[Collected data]
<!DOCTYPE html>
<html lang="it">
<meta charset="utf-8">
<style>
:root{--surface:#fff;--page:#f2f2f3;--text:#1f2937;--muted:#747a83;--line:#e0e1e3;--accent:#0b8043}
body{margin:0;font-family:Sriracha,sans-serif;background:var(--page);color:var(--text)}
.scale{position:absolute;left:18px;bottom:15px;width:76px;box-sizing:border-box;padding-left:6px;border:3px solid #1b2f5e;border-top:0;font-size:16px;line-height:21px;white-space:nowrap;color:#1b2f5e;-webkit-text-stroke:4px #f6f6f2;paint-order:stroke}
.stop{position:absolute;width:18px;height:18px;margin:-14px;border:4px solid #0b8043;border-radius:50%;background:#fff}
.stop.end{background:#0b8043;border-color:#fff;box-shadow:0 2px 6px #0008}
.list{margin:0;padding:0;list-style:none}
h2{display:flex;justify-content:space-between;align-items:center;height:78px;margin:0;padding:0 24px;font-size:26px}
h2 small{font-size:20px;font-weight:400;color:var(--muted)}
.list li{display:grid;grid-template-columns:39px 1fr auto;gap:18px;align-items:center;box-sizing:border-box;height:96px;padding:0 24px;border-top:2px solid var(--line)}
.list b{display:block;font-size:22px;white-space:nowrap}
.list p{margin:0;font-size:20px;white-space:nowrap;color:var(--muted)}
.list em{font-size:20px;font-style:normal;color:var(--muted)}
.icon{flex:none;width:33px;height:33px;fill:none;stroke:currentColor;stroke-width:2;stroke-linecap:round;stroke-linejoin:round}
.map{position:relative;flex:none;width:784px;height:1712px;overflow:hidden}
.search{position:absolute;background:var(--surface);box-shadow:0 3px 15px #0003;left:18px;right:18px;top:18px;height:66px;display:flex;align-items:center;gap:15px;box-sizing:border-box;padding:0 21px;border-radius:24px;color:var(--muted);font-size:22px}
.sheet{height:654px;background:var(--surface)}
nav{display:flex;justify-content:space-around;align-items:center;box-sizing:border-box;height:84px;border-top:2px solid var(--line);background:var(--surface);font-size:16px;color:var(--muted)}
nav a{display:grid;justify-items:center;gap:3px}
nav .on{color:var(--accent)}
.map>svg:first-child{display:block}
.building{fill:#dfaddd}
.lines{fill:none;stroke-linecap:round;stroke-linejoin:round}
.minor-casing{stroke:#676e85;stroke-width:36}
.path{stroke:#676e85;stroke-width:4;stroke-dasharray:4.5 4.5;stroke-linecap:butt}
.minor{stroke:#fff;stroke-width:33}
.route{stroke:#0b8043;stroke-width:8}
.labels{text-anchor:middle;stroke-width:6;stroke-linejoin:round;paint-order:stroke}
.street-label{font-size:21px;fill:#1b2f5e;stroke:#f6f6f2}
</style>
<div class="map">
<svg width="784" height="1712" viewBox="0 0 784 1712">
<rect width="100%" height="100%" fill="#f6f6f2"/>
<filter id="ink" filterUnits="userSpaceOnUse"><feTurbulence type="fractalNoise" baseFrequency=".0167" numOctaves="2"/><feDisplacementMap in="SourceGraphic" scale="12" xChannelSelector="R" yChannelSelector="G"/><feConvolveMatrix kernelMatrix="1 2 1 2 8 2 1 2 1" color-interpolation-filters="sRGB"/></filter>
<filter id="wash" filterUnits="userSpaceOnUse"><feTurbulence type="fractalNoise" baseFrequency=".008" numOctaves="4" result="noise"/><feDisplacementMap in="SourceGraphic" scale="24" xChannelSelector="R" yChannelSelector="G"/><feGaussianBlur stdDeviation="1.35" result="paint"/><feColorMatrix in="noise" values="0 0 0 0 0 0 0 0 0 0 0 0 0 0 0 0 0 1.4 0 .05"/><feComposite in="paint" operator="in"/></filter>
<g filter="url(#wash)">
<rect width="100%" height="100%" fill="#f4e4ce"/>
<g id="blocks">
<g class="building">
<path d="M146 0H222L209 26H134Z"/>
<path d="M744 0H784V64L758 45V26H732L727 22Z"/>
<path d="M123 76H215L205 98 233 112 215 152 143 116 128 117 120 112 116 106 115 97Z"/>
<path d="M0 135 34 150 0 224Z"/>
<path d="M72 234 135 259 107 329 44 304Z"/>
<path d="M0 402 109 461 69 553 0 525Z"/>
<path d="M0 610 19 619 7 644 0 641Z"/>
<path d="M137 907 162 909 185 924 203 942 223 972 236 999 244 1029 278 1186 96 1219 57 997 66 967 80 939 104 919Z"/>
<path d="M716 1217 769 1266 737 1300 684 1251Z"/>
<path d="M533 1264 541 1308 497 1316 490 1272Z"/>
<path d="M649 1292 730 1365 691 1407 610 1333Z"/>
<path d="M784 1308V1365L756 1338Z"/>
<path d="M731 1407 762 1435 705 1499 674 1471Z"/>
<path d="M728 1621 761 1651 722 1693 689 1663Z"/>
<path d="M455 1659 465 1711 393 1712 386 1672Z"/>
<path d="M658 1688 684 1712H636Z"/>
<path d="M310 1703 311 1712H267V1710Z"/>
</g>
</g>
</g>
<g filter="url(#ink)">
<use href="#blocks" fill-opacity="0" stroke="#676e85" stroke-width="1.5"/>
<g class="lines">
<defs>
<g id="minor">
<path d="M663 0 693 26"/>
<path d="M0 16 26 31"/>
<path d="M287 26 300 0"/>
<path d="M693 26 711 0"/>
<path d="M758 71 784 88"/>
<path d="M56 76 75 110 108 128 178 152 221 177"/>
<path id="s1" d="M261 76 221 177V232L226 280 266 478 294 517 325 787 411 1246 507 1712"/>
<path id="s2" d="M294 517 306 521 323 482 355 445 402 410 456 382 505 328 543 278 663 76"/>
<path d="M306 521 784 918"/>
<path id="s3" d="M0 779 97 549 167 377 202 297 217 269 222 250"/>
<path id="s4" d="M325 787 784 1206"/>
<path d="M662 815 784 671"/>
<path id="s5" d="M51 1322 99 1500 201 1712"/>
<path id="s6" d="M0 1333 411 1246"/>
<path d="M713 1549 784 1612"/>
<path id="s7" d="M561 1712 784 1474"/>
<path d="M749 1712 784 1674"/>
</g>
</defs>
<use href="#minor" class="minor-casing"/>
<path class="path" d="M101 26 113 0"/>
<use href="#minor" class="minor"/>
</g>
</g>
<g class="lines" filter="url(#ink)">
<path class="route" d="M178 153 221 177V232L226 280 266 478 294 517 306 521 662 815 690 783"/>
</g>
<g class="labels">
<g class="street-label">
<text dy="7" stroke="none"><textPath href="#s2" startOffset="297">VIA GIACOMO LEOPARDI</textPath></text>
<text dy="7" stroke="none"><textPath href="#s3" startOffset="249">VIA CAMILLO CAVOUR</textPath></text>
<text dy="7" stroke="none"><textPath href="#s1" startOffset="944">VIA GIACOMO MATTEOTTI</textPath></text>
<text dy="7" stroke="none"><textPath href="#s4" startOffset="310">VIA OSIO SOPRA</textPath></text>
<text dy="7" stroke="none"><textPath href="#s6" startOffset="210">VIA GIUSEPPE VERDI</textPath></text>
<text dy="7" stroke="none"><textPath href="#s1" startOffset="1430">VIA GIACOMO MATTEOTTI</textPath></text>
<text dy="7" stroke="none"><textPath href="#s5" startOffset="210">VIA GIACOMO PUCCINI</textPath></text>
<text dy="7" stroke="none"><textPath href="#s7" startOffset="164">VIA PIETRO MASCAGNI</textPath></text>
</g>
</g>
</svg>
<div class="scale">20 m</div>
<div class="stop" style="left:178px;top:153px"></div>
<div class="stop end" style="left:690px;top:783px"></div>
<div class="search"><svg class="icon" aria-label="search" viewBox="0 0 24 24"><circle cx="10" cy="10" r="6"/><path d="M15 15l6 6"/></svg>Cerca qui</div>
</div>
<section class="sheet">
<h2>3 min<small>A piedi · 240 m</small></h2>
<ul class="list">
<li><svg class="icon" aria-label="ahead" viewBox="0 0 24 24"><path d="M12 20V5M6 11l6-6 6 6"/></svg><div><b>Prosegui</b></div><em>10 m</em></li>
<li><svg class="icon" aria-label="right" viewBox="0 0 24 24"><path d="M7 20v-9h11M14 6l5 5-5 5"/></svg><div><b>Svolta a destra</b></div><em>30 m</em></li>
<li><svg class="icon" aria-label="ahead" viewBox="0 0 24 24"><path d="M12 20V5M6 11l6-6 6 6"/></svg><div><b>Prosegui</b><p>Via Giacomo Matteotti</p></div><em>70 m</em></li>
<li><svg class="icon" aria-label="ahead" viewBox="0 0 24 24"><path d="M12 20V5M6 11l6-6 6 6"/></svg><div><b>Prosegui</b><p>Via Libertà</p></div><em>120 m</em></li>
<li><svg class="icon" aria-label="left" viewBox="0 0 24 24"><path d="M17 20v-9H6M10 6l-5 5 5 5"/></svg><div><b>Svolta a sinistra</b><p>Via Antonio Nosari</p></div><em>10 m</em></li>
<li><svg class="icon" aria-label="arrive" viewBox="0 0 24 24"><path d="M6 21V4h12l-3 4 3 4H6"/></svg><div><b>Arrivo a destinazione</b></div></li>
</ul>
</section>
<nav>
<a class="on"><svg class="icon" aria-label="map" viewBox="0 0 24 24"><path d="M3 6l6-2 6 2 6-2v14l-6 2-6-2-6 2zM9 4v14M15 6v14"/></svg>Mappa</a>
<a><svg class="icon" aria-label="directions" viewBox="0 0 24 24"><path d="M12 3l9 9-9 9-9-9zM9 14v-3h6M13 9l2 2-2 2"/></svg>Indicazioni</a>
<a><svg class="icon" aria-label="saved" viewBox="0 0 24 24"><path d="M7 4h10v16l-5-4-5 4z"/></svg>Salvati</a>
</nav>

→ Task description
Across the data above, how many lines include the word "yChannelSelector"? Give only the number.

→ Reply
2